Back to BM and RBM, when I started to study the original paper introducing such physics-inspired machine-learning model, I was surprised that the term “knowledge atoms” was used in Paul Smolensky’s Paper that introduced RBM to explain the “nature of knowledge”.
“Point 5. Knowledge atoms are fragments of representations that accumulate with experience.” Smolensky in Information Processing in Dynamical Systems: Foundations of Harmony Theory, 1986
I think, like Boltzmann, Smolensky was probably thinking how a mind could “simplify” complicated macroscopic world like physicists explained all different phases of material with a simple atomic theory. With a physical model like RBM, it provides a mechnism that can “summarize” the explicit information (Representation Features / Training data) with the hidden units (Knowledge Atoms). Smolensky borrowed a couple of useful concepts, e.g. simulation annealling, phase transistion and symmetry breaking, etc., from statistical mechanics to explain how such system can be used to model how these “knowledge atoms” work.
Before getting into Smolensky’s paper, I have not heard any one used the term “knowledge atoms” (4540 hits v.s. “Restricted Boltzmann Machine” 81,200 hits with Google search). Maybe Smolensky was a little bit too ambitious coining the term “knowledge atoms” then. But, if we takes what happens in the last half 19th century as a guide, maybe we just have not the right “instruments” to “measure and confirm” such “knowledge atoms” yet. I think it is an other exciting era for discoveries with scale of computation available and continuous progress of scientific instrument development today.

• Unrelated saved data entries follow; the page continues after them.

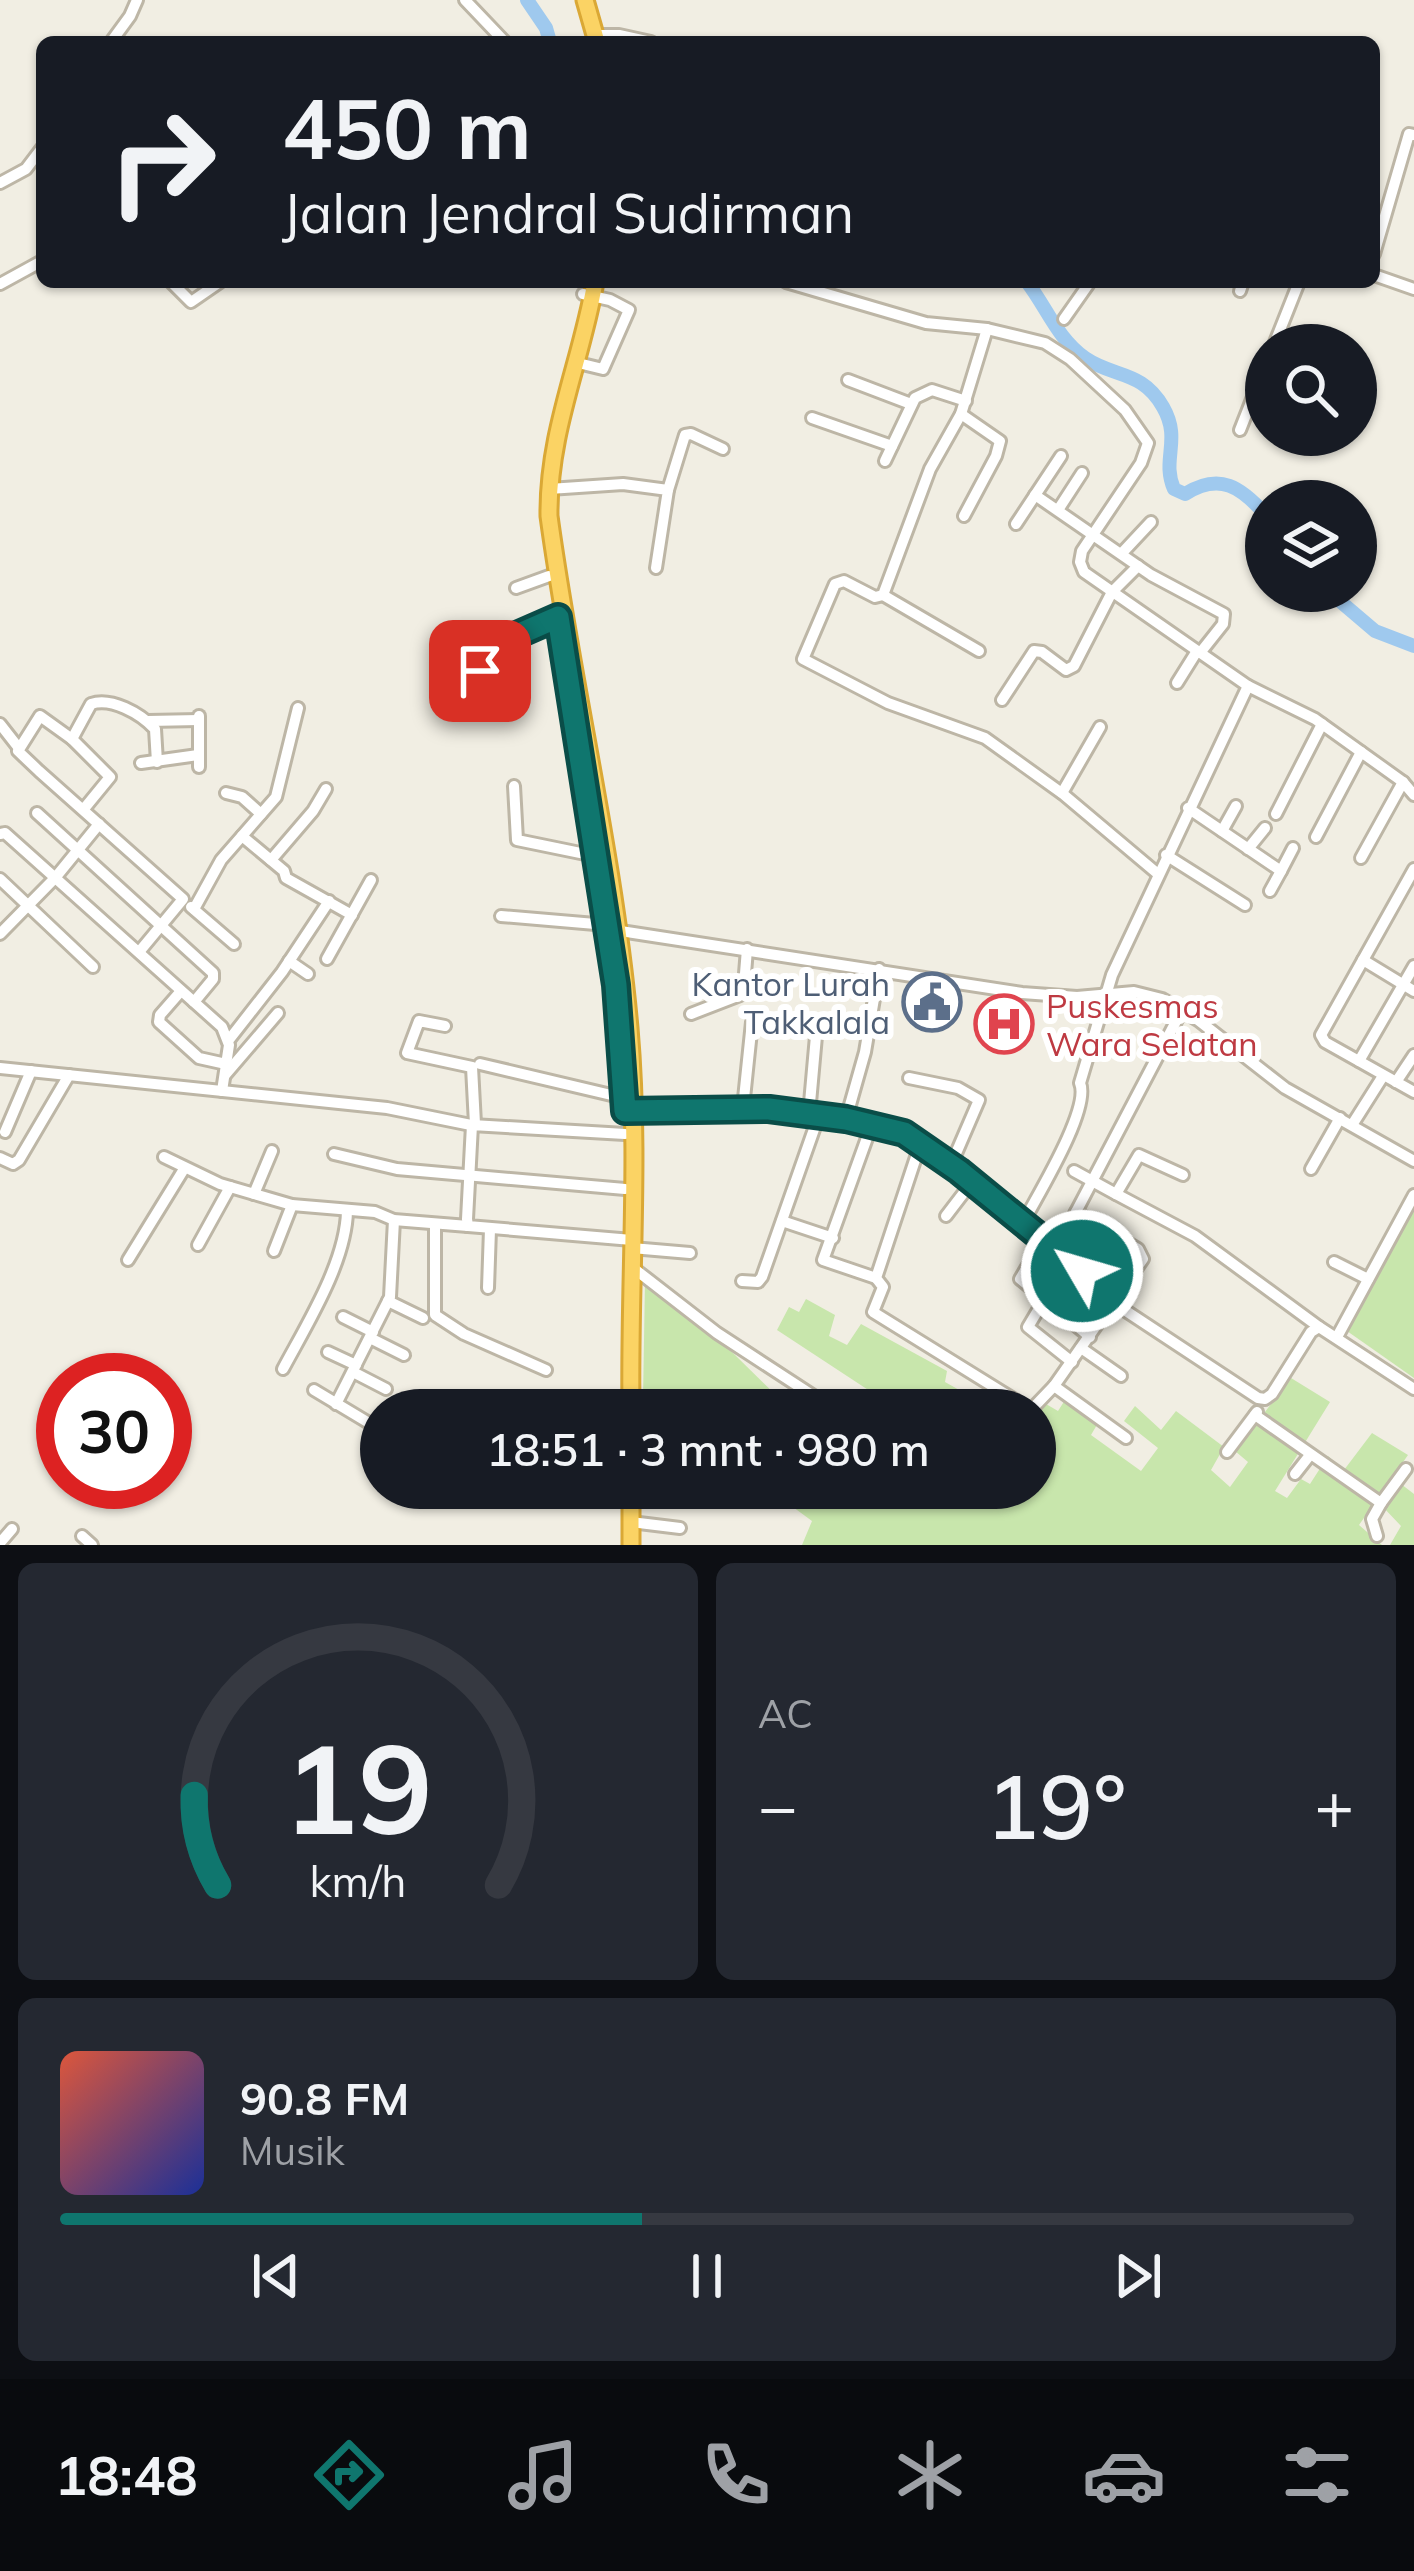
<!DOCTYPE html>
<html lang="id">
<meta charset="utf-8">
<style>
body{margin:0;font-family:Mulish,sans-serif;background:#242831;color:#f1f3f6;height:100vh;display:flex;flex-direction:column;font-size:45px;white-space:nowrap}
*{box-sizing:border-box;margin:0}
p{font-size:39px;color:#9ea1a6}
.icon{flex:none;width:66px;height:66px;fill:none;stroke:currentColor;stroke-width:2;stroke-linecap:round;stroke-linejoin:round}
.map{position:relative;height:1545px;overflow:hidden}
.details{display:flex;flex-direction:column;gap:18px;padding:18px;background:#0d0f14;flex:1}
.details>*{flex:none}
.banner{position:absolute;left:36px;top:36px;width:1344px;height:252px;border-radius:18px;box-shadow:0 3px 9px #0004;background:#171b24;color:#f1f3f6;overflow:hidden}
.controls{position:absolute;left:1245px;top:324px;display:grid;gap:24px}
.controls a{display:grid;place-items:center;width:132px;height:132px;border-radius:50%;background:#171b24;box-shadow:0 3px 9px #0004;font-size:60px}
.speed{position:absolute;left:36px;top:1353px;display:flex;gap:24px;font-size:60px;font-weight:700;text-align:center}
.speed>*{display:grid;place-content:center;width:156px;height:156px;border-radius:50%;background:#171b24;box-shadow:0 3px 9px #0004;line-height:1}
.speed .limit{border:18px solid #d22;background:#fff;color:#111}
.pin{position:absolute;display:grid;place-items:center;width:102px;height:102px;color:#fff;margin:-51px;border-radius:24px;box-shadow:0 6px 18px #0006}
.me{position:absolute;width:132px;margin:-66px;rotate:308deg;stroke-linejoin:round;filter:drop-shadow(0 0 9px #0008)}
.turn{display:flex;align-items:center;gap:42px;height:252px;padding:0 48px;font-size:54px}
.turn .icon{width:156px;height:156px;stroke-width:2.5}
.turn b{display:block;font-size:84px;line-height:102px}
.big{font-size:90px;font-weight:600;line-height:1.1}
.details .tile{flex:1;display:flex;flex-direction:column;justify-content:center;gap:18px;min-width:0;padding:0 42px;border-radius:18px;background:#242831}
.details .dial{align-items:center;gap:0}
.dial svg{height:312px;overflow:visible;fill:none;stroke:#363941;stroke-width:7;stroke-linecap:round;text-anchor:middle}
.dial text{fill:#f1f3f6;stroke:none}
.song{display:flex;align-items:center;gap:36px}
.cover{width:144px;height:144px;border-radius:18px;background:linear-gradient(135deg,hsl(10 70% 55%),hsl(230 70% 35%))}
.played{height:12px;border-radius:6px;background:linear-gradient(90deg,#0f766e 45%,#363941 45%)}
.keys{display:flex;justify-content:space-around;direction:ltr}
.heat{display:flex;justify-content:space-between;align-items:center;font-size:66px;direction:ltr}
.details .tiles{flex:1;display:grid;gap:18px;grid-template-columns:1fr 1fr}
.tile:last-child{grid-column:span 2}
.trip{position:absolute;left:360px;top:1389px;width:696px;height:120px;border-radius:60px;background:#171b24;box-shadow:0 3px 9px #0004;font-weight:600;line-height:120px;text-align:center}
.tab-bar{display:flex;height:192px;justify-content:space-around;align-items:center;background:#090b0e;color:#9ea1a6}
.tab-bar .icon{width:84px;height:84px}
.tab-bar .selected{color:#0f766e}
.tab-bar b{font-size:54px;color:#f1f3f6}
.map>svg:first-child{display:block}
.green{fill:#c8e6ac}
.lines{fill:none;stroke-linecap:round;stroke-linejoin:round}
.river{stroke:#9fc9ee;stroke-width:14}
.minor-casing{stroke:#bdb6a6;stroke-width:16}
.highway-casing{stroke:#daa835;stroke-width:21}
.minor{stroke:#fff;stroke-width:10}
.highway{stroke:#fbd364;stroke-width:15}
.route-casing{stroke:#0a4d48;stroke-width:30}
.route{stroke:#0f766e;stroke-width:21}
.labels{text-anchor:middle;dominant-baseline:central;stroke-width:12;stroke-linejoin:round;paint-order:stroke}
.service-label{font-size:33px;fill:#4e5e75;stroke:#fff;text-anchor:end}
.health-label{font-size:33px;fill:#be3a42;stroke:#fff;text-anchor:start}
</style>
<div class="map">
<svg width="1414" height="1545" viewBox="0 0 1414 1545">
<rect width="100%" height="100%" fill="#f1eee3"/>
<g class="green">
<polygon points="1414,1208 1414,1378 1347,1331"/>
<polygon points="645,1281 733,1353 791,1410 658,1410 643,1399"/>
<polygon points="806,1299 835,1315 829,1336 847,1345 861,1324 947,1371 945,1382 995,1410 877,1410 882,1399 777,1330 789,1307 799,1312"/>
<polygon points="1291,1378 1330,1402 1275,1491 1287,1498 1301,1479 1310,1484 1328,1456 1344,1470 1372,1433 1408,1455 1359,1525 1382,1545 802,1545 812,1521 767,1488 1035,1488 1035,1416 1046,1404 1058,1411 1065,1400 1098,1423 1091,1435 1141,1471 1158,1448 1124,1421 1135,1406 1161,1430 1176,1411 1224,1447 1211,1470 1230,1487 1248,1462 1235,1451"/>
<polygon points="1401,1484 1414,1494 1414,1545 1390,1545 1401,1526 1383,1507"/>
</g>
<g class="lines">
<g class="river">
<polyline points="527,0 546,28 550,42"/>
<path d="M1027,282C1047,308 1057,338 1085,358C1114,378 1142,370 1163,407C1182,440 1161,459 1174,489L1185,494C1220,472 1241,487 1266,515"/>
<polyline points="1328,591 1375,631 1414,646"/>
</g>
<g class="minor-casing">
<g id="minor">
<polyline points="465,0 505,42"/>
<polyline points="597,35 619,35 651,42"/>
<polyline points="111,42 130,16 137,0"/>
<polyline points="0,183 26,169 42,148"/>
<polyline points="1374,254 1409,134 1414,135"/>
<polyline points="1374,275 1414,289"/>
<polyline points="171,282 191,302 220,282"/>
<polyline points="786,282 926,323 987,329 1045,343 1070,359 1125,410 1148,443 1141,463 1082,551 1080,562 1084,572 1248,686 1315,719 1403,782 1414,795"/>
<polyline points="0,284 42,261"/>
<polyline points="1240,291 1243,282"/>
<polyline points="1064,319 1090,282"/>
<polyline points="987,329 961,414 930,469 883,595 875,597 844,581 835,584 803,659 888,703 985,738 1063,794 1158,874"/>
<polyline points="1274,345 1299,282"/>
<polyline points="574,362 603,369 629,310 610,300 583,294"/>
<polyline points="848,380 911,404"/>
<polyline points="961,414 1000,441 996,456 964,516"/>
<polyline points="812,418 892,446"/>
<polyline points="1240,430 1266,364"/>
<polyline points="885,461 915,398 932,390 966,401"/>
<polyline points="549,489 623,484 668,490 656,568"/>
<polyline points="668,490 685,435 691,434 723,449"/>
<polyline points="1035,495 1151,575 1224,614 1223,624 1200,653"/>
<polyline points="1058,510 1082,473"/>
<polyline points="1016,524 1061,456"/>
<polyline points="1122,553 1151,522"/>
<polyline points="516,588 549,576"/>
<polyline points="883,595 979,651"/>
<polyline points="1177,683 1197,651"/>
<path d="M475,691C489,635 506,636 558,617"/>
<polyline points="1002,700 1034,651 1042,652 1066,670 1074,666 1112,592 1138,566"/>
<polyline points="148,721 199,720"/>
<polyline points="0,724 18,747"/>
<path d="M72,739L91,704C111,697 140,713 155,729L157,762"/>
<polyline points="141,763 198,755"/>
<polyline points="199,767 199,716"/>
<polyline points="514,786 517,840 595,856"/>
<polyline points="226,793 242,797 261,814"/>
<polyline points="1062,793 1100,727"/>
<polyline points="1188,808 1281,871 1270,891"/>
<polyline points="83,810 110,777 72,739 40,716 18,751 39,771 183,899 139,952"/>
<polyline points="37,813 213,973 213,979 194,1002"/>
<polyline points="1276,814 1322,724"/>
<polyline points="1222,831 1236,806"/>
<polyline points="0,834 5,833 222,1027 229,1045 222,1091"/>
<polyline points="242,836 284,871 286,878 352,915"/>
<polyline points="1316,837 1361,752"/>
<polyline points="1248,849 1265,828"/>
<polyline points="1166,855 1245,905"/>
<polyline points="1361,858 1403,782"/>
<polyline points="271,860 313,811 326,789"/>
<polyline points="1414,869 1321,1035 1325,1042 1414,1092"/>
<polyline points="1281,871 1293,848"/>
<polyline points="0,879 93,967"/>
<polyline points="191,907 234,944"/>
<polyline points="194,909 221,860 276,797 298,708"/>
<polyline points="501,916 607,925"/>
<polyline points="614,930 1022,993 1077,997 1134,992 1162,999 1198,1020 1285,1088 1414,1161"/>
<polyline points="0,934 55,878 99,824"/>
<polyline points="327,959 371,880"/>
<polyline points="1363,960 1414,991"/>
<polyline points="289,961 308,974"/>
<polyline points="181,991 160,1015 159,1022 199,1058 226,1064"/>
<polyline points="691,1014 740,995 744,986 747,949"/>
<polyline points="445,1026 419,1021 407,1053 472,1067 475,1124"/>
<polyline points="228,1041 282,972 329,901"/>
<polyline points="1359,1061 1414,966"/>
<polyline points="480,1064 624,1098"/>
<polyline points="0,1068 387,1108 471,1125"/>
<polyline points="225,1075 278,1013"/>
<polyline points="909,1078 958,1088 979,1100 951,1165"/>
<polyline points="1396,1082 1414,1055"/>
<polyline points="743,1108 752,1022"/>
<polyline points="624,1111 702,1107 768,1109 872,1124 914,1138 1097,1283 1126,1311 1258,1398 1265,1399 1272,1394 1311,1332 1319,1327 1414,1389"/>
<polyline points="809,1114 817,1025"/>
<polyline points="846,1119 865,1052 879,969"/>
<polyline points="872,1124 823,1260 876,1278"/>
<polyline points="1352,1125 1383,1076"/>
<polyline points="5,1132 31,1071"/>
<polyline points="625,1134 472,1125 467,1219 468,1226 632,1240"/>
<polyline points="921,1142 876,1278 883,1287 873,1312 1031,1410 1054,1386 1143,1259 1138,1249 1076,1212"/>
<polyline points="334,1154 397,1169 625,1189"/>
<polyline points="164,1157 220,1184 292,1205 375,1212 394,1220 468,1226"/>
<polyline points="0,1158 13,1164 19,1160 69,1075"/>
<polyline points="1311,1169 1340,1118"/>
<polyline points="1074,1171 1116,1194 1139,1155 1183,1175"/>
<polyline points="254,1194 272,1151"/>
<polyline points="1116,1194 1195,1236 1319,1327"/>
<polyline points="946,1216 972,1182"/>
<polyline points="782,1221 833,1238"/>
<path d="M1023,1223C1037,1196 1091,1109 1080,1083L1112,975L1248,686"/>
<polyline points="435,1224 435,1315 464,1334 546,1370"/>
<polyline points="1043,1240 1020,1279 1090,1337"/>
<polyline points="198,1245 230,1187"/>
<polyline points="632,1248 690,1253"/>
<polyline points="1056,1250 1182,1010"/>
<polyline points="274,1251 292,1205"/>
<polyline points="128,1260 184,1169"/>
<polyline points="1334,1262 1368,1279"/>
<polyline points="632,1267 717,1333 835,1410"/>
<polyline points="742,1281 758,1282 762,1277 819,1115"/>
<polyline points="488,1288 490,1229"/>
<polyline points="1044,1300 1028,1327 1072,1362"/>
<polyline points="388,1301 423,1318"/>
<polyline points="343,1317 373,1332"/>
<polyline points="1337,1337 1414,1195"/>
<polyline points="370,1338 404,1355"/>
<polyline points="1081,1348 1121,1376"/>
<polyline points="328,1352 356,1365"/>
<path d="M283,1369C307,1324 346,1262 347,1211"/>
<polyline points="353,1372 386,1389"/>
<polyline points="1054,1386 1126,1438"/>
<polyline points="314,1390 374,1426"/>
<polyline points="336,1404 390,1297 394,1220"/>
<polyline points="1255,1415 1381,1503 1406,1469"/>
<polyline points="1227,1452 1257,1412"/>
<polyline points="1295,1474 1310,1455"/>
<polyline points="631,1522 680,1528"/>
<polyline points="82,1536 92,1545"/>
<polyline points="1377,1536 1372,1519 1381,1503"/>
<polyline points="0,1543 12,1529"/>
</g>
</g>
<g class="highway-casing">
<g id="highway">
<polyline points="585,0 597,42"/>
<path d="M595,282C581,363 548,431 549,516C572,687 614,856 629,1028C640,1155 629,1283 631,1410"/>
<polyline points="579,750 613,970"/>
<polyline points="631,1545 631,1488"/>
</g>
</g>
<use href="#minor" class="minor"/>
<use href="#highway" class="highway"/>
</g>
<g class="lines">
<g class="route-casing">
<polyline id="route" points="480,671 492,646 558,617 616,985 625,1111 769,1109 846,1119 904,1133 959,1171 1082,1271"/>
</g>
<use href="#route" class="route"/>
</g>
<defs>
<g id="civic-ring" transform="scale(3)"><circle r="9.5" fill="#fff" stroke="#5c6f8a" stroke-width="1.5"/><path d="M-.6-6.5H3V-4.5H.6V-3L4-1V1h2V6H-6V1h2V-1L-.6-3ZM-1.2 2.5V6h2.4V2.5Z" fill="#5c6f8a"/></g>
<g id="hospital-ring" transform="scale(3)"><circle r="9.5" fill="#fff" stroke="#e0444e" stroke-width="1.5"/><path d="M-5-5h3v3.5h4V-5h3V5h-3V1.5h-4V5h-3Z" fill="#e0444e"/></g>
</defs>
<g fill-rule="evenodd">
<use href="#civic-ring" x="932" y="1002"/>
<use href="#hospital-ring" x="1004" y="1024"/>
</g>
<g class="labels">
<g class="service-label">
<text x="890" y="983">Kantor Lurah<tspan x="890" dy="38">Takkalala</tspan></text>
</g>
<g class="health-label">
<text x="1046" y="1005">Puskesmas<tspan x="1046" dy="38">Wara Selatan</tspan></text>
</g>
</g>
</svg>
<div class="controls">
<a><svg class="icon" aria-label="search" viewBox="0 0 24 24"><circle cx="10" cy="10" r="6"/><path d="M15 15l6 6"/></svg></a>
<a><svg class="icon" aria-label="layers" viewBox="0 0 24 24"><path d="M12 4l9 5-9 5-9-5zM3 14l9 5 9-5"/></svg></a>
</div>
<div class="speed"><div class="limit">30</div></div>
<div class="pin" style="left:480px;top:671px;background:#d93025"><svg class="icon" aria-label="arrive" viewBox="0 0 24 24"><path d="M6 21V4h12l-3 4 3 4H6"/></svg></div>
<svg class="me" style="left:1082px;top:1271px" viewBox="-20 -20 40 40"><circle r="17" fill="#0f766e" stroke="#fff" stroke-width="3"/><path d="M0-11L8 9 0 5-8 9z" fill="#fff"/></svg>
<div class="trip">18:51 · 3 mnt · 980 m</div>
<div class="banner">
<div class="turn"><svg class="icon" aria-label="right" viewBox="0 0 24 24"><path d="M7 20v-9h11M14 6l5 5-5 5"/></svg><div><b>450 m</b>Jalan Jendral Sudirman</div></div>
</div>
</div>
<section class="details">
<div class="tiles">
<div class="tile dial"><svg viewBox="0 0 100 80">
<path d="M14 69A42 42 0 1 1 86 69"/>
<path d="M14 69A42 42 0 0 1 8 46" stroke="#0f766e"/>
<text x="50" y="56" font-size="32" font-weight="700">19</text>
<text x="50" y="72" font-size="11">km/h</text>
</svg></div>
<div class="tile"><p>AC</p>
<div class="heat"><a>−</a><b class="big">19°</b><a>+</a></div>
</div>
<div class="tile">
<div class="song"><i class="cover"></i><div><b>90.8 FM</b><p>Musik</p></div></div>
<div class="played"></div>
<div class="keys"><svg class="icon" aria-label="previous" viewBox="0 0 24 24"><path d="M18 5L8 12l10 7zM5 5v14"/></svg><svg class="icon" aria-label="pause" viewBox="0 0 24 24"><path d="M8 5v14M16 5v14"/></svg><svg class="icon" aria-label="next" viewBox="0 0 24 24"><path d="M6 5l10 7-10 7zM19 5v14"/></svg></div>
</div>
</div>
</section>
<nav class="tab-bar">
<b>18:48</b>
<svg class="icon selected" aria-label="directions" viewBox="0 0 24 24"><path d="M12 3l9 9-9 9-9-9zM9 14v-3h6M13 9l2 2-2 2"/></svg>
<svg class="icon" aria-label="music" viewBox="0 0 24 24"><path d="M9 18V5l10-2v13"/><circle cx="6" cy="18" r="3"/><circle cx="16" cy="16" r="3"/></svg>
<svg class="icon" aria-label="phone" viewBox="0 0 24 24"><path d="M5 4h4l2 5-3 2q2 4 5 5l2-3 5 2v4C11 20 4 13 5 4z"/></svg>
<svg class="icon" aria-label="climate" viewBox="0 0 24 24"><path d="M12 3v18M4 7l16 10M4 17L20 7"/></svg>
<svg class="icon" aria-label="car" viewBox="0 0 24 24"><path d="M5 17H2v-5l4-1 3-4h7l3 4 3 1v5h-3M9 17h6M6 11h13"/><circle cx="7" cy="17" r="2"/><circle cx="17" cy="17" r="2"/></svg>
<svg class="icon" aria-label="filters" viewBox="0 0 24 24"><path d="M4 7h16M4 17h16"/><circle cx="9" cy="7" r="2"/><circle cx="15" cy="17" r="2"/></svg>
</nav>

Whether we can identify such “knowledge atoms” beyond some sort of abstract concepts is yet to see. The recent progress of deep learning has shown great utilities for solving real world problems beyond theory. To some degree, we might be like those “engineers” who designed (real thermal) “engines” in 19th century with all different DL toolset. We will build better AI machines even without a full understanding how it works. But, through such process, we could eventual know what such “knowledge atoms” are and it could lead to better understanding about how ourselves think.